Hector Worsley rode Jonathan's next winner Always A Chance which proved too speedy for Driftwood Haze in the restricted race. However, Tudor was back in the saddle on Banned In Bhutan for the second division of the split open maiden race. An early faller in its previous race, this syndicate horse bought from National Hunt jockey Paul Moloney, won by six lengths from the pacemaking Earth Tremor who was finishing in the runner-up's spot for the fourth time on the trot.

The biggest cheers of the day were for Beth Roberts's 14-year-old Chesnut Annie who, partnered by Carmarthen's Emma Moseley, won the ladies' open race. Chesnut Annie, a 7-1 chance, who tried to break away from the field was overtaken by the odds-on favourite Lauberhorn and Fine Resolve in the closing stages. But by the time the last fence was reached, she had got back in the race and was about half-a-length behind the fast finishing odds-on favourite Lauberhorn who came down leaving Chesnut Annie to score by a length from Fine Resolve. Chesnut Annie, who was winning over the course for the sixth time, has now won 37 point-to-points and two hunter chases.

Fine Resolve's rider Rachel Leyshon took the first division of the maiden on Simon Jones's Stainless Steel. Simon, who hails from Maesteg, runs a pet cemetery in the area.

Matthew Barber, riding his father Gary's Kimora, the 5-1 outsider of four, took the opening intermediate race. A nine-year-old bay mare by Bach, Kimora is trained by Matthew's older brother Marc who said, "She is only 15 h.h. and a typical woman - not easy to train."

Ben Hicks, aged 20, will always remember his first ride in Wales as he chalked-up his first winner in just four rides when landing the young horse open maiden race on Triple Brandy which got home by half-a-length from the pacemaking Sahara Haze. Ben rides out for Warren Greatrex at Lambourn and on this showing more wins will certainly be coming his way.

Leaving lovely Llanvapley, I wasn't wondering whether Chesnut Annie will go on to record her 40th victory before the season comes to an end.

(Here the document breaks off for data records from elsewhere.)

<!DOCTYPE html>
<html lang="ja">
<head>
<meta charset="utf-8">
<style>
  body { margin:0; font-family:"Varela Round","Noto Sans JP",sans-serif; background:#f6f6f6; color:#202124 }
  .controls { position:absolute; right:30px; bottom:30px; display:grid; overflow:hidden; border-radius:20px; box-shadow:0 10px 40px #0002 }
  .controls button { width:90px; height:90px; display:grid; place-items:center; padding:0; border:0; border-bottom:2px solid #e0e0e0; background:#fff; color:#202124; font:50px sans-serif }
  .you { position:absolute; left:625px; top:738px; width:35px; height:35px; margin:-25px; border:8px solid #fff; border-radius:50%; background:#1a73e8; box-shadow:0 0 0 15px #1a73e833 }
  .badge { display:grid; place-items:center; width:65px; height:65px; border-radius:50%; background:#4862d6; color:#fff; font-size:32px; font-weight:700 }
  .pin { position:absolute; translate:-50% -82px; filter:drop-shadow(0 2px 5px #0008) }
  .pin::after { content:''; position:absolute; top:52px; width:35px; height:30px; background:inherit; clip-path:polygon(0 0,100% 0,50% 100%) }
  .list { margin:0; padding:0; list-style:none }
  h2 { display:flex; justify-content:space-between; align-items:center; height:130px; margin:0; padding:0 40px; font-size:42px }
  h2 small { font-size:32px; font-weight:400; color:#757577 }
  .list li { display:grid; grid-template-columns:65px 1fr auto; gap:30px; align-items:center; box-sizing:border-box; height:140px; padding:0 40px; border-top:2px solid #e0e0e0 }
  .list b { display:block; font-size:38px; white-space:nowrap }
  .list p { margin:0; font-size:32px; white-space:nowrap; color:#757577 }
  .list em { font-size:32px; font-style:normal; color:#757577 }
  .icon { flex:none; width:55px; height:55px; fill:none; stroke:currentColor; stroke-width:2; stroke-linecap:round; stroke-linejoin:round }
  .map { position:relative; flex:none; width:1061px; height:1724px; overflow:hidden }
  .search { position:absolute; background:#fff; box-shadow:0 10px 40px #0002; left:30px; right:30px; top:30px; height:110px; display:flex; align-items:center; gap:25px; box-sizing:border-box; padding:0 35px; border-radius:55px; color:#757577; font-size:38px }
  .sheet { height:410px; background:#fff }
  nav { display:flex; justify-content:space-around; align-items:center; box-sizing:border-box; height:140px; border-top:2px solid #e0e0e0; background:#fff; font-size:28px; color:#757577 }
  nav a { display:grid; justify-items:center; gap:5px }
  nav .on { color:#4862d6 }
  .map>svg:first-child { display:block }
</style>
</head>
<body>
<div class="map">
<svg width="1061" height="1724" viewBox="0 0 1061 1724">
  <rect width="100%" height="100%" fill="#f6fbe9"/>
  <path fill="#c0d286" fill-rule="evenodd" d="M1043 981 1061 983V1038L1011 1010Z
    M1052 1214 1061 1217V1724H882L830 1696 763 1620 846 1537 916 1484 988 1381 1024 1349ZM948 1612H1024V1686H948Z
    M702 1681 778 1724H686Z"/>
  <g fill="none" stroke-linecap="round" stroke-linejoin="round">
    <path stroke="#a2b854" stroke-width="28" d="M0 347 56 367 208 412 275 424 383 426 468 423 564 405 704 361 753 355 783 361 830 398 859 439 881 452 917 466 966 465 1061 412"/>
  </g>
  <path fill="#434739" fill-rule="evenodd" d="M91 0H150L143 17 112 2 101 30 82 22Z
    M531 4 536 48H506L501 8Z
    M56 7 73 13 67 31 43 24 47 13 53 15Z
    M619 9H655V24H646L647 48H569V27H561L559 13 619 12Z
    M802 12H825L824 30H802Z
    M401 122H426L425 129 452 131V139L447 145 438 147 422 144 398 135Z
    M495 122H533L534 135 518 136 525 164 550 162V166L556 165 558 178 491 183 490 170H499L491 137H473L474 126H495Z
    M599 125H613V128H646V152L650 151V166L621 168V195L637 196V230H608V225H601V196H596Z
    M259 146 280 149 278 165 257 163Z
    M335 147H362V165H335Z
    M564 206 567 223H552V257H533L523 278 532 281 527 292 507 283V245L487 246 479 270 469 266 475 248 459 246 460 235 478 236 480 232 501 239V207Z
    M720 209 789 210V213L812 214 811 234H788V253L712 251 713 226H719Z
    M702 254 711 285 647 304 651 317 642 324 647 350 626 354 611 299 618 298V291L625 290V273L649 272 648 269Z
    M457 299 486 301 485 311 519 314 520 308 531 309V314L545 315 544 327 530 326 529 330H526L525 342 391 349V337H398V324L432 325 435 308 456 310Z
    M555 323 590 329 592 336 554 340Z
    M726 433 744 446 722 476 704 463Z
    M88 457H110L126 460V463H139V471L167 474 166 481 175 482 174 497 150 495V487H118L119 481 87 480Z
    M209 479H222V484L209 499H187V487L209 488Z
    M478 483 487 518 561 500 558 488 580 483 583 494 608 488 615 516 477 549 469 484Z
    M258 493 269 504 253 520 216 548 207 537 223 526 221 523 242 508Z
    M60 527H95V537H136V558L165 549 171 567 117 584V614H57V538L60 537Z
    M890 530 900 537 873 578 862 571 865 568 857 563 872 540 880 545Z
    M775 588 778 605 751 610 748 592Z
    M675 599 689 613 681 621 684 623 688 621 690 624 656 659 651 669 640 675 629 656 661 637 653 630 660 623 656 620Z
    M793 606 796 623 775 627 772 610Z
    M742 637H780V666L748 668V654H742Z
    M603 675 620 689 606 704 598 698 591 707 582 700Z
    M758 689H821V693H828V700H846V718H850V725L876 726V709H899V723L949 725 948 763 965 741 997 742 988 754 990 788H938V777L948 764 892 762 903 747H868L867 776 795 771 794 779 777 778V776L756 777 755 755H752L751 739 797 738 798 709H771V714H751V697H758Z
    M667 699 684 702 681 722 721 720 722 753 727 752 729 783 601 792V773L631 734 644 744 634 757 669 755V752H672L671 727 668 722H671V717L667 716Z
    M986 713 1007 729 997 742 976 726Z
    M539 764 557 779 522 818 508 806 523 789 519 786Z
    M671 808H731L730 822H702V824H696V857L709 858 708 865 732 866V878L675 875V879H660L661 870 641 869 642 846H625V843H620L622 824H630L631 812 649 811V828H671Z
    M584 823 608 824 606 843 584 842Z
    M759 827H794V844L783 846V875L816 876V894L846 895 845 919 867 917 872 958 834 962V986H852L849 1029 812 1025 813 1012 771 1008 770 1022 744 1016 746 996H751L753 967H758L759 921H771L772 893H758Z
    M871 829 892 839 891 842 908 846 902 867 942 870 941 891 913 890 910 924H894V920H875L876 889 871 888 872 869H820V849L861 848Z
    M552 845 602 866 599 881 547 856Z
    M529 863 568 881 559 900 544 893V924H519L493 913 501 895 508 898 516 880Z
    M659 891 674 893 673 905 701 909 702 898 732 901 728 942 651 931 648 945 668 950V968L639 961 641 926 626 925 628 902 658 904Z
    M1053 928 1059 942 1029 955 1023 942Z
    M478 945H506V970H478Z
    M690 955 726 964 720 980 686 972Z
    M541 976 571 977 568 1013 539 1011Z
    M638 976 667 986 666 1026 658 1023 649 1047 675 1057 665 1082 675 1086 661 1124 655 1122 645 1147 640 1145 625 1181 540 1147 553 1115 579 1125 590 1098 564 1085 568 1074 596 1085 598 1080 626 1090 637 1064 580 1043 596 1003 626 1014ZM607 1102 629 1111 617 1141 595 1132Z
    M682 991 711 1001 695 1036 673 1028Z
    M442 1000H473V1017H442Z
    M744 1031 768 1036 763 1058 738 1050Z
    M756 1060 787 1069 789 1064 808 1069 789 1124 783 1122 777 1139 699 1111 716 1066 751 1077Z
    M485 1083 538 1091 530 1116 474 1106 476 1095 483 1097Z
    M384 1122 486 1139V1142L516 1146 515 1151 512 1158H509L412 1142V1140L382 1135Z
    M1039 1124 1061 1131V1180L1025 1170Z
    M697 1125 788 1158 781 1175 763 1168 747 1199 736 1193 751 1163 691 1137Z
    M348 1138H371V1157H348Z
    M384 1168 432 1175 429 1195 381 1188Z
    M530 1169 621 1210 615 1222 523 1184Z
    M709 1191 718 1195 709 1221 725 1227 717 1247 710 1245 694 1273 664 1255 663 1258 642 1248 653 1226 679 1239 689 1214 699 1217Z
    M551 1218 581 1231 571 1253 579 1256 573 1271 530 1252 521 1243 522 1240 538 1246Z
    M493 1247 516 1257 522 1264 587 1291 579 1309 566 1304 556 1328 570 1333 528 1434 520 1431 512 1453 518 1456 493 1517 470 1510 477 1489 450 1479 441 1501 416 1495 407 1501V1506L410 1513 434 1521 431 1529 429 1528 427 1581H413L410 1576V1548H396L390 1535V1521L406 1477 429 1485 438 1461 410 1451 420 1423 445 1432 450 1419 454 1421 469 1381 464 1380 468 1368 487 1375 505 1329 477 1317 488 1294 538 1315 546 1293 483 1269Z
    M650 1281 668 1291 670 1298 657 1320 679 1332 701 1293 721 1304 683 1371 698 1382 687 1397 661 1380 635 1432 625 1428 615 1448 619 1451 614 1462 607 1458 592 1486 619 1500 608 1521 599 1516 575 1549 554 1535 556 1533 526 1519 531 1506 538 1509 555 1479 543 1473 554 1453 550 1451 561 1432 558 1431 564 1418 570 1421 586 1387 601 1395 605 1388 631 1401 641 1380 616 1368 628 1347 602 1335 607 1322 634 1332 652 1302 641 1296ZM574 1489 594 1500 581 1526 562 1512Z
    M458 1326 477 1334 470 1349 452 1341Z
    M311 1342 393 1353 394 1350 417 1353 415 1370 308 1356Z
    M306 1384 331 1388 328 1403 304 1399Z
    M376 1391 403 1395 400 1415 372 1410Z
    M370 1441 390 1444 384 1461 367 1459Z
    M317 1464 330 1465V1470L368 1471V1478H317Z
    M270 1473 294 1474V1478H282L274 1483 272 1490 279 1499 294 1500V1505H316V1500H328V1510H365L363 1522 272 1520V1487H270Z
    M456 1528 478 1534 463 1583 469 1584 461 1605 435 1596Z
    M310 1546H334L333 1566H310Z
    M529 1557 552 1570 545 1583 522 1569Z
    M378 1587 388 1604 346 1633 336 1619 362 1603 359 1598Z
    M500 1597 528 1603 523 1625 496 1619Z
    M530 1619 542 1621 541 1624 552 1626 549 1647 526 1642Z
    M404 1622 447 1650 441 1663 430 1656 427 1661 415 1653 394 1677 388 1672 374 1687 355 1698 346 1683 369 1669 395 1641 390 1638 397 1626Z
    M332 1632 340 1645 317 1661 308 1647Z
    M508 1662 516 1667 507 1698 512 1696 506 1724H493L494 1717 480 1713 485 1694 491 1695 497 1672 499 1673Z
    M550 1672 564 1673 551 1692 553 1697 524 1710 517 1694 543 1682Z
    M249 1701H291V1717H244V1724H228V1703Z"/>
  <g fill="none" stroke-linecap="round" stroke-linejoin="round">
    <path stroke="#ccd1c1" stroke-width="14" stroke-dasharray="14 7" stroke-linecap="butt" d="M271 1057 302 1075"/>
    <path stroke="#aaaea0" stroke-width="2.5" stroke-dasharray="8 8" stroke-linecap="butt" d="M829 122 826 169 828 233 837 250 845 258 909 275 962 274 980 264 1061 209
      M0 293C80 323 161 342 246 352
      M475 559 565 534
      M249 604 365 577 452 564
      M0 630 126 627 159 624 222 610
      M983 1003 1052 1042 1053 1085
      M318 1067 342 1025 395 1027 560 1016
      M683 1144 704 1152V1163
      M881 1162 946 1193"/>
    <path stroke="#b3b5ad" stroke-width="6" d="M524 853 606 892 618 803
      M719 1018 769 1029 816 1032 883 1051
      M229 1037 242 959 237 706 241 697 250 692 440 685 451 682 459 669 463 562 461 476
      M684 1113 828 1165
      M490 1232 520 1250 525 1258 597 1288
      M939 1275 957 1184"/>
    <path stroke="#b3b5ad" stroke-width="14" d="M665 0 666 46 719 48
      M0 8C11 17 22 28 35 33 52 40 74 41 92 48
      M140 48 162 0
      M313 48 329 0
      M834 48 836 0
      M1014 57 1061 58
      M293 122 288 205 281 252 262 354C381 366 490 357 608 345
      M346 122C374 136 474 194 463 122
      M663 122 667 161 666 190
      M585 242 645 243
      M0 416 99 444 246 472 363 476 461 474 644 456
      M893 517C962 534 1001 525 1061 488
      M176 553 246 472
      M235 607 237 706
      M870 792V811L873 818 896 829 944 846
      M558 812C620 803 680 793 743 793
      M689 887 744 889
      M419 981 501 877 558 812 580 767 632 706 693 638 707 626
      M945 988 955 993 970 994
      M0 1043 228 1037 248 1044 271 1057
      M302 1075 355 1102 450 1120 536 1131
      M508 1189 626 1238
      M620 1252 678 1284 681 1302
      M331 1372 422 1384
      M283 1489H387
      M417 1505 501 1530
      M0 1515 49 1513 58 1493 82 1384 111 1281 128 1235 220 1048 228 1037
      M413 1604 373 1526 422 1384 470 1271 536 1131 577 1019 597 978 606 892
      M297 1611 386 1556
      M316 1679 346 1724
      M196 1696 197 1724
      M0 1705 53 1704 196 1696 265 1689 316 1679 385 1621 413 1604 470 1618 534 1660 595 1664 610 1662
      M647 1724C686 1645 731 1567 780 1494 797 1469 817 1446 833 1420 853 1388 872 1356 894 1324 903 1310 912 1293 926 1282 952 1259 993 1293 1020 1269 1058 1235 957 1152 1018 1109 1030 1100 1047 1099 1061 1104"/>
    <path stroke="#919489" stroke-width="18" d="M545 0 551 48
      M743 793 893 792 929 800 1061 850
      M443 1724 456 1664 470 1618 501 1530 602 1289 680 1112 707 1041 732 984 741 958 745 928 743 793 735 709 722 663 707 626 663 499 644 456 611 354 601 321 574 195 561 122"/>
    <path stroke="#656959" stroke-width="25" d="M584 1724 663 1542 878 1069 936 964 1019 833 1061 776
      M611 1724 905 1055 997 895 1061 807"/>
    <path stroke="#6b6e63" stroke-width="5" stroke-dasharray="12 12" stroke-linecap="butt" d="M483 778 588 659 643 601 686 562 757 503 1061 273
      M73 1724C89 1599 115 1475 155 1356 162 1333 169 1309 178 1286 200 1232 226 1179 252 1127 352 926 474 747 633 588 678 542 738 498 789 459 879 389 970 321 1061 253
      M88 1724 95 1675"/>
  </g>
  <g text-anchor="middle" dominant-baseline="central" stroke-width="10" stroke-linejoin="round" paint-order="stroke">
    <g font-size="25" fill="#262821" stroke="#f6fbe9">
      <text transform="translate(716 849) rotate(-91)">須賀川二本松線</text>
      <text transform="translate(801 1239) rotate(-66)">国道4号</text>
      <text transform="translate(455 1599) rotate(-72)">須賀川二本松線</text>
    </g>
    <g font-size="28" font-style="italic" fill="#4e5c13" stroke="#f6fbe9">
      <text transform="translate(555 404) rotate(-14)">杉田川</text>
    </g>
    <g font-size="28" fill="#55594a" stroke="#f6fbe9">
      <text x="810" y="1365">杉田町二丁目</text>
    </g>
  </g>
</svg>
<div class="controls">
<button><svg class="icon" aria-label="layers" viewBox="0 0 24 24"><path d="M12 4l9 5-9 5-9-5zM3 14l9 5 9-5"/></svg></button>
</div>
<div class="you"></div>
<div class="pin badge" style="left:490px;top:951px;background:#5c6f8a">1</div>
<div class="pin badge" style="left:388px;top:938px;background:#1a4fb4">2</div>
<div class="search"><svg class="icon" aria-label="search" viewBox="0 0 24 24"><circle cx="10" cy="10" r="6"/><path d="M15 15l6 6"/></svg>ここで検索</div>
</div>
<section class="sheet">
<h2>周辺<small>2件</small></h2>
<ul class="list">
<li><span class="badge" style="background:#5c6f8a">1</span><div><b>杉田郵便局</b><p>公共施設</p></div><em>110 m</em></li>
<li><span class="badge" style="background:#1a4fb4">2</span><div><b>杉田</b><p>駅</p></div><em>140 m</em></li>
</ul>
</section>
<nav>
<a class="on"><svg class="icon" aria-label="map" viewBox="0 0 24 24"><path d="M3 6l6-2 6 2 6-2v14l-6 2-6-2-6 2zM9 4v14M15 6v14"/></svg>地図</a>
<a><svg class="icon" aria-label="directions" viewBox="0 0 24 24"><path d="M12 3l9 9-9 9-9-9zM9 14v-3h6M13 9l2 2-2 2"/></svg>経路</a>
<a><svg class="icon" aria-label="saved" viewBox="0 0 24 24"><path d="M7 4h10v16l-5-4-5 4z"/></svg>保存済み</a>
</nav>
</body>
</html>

No, I was wondering who could it have been who had left a plate of sandwiches in one of the two portable toilets situated near the sponsors' tent!

* Jonathan Tudor, who recently celebrated his 50th birthday, rode his first winner on his 18th birthday on his own horse Bright Hope at the South Pembrokeshire meeting in 1983. Jonathan, who played hooker for Cowbridge Seconds rugby team, chalked up more than 70 winners between-the-flags, the last of them being Ollardale at the Golden Valley in 1999. The highlight of his race riding career was winning the Times Hunter Chase at Towcester on his St Helen's Boy in 1998. Another highlight was when he set a personal seasonal's best of ten wins which won him the Bill Jones Memorial Trophy for the leading rider in South Wales. He was still on crutches the result of a race riding accident when he received the trophy from former Welsh point-to-point rider and dual winning Grand National rider Carl Llewellyn.